[Source information]
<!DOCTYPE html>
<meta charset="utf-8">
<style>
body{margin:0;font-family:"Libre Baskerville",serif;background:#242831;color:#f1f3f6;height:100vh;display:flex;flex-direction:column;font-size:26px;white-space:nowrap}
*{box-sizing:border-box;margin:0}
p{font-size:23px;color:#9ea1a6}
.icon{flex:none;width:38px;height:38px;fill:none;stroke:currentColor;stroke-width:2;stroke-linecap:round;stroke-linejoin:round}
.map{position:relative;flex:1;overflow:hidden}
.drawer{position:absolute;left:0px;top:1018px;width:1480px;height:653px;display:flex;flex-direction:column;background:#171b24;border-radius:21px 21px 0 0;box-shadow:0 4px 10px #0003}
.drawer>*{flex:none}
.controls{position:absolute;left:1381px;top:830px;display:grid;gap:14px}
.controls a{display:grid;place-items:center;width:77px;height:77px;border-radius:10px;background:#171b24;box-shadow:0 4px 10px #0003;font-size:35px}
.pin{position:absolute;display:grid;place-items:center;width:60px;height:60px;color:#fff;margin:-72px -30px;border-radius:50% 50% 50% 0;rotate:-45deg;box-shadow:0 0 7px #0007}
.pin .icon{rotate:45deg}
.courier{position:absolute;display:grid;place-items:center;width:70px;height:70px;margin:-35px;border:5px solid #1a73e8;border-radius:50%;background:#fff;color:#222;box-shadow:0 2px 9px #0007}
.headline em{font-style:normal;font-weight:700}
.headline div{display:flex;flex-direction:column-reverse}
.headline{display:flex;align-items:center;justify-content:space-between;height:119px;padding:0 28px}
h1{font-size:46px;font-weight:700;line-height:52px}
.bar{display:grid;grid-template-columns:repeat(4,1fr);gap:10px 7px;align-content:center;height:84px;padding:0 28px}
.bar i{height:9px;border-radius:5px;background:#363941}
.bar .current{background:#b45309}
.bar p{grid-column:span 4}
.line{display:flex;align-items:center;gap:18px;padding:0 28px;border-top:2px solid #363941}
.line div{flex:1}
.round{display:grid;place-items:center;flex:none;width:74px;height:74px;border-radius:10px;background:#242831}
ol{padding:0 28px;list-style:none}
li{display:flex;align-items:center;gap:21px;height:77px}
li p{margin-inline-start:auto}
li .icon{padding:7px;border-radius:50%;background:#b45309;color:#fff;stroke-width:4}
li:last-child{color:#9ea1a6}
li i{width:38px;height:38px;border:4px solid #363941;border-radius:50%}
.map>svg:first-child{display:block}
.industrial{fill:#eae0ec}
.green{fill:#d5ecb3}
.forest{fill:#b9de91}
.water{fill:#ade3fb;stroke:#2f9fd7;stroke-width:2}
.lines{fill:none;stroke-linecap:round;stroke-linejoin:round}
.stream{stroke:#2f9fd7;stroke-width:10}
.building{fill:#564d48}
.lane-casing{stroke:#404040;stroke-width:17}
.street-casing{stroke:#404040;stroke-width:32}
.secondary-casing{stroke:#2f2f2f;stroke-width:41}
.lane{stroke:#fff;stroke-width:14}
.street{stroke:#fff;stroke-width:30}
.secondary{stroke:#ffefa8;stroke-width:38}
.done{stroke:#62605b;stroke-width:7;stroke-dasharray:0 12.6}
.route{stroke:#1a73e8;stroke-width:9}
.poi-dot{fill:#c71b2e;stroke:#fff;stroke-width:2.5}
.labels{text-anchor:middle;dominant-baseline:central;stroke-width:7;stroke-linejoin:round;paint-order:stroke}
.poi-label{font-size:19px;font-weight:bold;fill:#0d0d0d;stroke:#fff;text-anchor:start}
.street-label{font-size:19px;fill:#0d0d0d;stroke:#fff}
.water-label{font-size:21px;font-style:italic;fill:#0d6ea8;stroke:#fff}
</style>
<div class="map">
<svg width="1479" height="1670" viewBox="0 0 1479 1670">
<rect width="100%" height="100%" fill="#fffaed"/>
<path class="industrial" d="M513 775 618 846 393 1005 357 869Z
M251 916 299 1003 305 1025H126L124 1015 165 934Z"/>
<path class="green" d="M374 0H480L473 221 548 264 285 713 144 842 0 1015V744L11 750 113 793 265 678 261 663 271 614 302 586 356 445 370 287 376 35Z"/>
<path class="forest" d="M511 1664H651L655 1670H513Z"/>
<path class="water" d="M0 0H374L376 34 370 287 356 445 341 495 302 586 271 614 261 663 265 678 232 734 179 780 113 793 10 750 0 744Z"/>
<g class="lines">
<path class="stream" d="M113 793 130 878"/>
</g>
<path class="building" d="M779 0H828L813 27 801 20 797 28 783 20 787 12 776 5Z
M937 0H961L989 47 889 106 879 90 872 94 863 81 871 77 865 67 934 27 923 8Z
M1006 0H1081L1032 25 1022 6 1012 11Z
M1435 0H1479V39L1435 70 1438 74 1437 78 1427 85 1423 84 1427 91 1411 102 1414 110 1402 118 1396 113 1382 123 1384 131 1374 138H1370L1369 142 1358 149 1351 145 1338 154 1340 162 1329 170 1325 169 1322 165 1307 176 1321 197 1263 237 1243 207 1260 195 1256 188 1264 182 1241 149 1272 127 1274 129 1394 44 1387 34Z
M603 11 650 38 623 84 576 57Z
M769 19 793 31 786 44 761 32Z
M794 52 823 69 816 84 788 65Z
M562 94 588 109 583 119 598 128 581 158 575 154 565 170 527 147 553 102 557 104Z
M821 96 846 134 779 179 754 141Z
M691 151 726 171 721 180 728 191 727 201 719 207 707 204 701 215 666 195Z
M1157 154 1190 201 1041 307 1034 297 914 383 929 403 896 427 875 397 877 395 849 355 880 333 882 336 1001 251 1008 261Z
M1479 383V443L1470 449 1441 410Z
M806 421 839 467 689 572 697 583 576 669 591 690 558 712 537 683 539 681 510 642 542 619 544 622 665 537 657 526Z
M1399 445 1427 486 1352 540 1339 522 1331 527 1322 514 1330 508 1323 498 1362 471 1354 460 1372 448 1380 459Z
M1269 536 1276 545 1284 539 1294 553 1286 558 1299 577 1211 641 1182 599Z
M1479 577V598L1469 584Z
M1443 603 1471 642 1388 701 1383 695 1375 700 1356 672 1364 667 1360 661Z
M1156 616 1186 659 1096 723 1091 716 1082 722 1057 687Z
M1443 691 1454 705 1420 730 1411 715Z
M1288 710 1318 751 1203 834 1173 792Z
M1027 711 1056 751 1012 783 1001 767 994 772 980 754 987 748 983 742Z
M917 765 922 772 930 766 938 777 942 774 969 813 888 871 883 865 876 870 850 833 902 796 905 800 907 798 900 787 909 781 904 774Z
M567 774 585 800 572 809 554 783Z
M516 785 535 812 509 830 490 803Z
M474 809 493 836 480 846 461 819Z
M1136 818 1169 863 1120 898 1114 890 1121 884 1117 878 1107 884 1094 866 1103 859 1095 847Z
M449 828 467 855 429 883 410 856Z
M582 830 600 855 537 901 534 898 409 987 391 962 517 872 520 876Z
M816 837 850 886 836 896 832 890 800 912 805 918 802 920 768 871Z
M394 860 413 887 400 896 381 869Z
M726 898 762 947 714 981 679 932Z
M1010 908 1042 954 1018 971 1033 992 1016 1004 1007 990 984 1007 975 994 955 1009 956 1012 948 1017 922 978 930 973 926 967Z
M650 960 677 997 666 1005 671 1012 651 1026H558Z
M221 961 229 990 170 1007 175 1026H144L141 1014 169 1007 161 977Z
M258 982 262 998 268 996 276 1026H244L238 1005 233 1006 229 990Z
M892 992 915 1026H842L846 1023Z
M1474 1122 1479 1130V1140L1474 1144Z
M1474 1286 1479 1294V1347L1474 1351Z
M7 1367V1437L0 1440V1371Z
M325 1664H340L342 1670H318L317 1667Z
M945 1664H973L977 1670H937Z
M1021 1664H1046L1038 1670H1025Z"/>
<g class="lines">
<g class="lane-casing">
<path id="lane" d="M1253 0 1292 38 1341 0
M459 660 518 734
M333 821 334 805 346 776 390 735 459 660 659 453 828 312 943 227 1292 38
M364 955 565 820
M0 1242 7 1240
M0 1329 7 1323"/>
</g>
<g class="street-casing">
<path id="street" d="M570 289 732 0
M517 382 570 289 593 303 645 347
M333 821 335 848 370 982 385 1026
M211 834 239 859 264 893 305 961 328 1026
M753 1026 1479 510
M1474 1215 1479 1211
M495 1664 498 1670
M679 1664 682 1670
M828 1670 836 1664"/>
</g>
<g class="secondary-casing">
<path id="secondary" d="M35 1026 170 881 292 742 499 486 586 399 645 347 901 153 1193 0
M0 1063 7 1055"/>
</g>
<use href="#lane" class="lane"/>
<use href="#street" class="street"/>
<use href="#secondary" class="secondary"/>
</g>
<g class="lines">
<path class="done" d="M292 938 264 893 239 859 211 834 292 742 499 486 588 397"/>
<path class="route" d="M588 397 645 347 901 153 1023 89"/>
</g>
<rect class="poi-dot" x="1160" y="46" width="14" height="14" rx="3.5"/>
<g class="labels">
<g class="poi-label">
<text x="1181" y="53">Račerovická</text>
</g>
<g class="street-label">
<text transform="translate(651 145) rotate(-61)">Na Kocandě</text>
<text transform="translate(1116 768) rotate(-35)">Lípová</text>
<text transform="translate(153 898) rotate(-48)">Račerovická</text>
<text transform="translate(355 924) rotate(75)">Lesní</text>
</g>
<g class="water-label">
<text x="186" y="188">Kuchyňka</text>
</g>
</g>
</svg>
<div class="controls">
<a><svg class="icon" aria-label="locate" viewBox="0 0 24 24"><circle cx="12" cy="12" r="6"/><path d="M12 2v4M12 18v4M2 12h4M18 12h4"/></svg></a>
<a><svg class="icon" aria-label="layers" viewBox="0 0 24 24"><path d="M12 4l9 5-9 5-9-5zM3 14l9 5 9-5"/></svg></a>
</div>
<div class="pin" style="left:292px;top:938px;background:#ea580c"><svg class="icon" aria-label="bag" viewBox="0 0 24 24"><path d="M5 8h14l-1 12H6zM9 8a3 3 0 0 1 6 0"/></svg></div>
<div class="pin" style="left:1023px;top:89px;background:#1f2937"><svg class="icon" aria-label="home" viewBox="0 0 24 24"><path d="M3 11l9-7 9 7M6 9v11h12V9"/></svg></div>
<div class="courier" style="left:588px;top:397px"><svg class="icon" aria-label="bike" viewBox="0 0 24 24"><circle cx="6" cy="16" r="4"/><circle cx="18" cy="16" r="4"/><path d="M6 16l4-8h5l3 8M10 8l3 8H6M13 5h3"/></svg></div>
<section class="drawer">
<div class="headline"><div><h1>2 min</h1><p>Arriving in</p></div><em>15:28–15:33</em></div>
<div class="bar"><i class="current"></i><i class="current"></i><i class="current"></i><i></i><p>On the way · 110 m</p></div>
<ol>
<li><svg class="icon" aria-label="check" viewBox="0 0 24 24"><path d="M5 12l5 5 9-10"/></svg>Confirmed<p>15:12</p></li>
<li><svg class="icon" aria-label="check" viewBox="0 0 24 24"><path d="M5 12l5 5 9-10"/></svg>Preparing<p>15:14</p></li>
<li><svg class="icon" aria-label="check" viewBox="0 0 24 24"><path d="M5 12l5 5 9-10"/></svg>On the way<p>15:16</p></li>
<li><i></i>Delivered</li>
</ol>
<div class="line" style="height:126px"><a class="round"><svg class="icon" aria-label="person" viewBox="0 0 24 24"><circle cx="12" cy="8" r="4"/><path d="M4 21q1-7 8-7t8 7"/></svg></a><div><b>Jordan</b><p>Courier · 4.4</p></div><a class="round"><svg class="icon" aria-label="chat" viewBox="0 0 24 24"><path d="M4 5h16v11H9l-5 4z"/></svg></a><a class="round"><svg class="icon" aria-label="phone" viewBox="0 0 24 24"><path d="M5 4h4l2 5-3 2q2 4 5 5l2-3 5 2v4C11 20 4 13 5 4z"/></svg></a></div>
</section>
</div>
[/Source information]
What is required
Wherever the word "street" turns up in a line of the entries above, copy that line.

Answer to the problem
.street-casing{stroke:#404040;stroke-width:32}
.street{stroke:#fff;stroke-width:30}
.street-label{font-size:19px;fill:#0d0d0d;stroke:#fff}
<g class="street-casing">
<path id="street" d="M570 289 732 0
<use href="#street" class="street"/>
<g class="street-label">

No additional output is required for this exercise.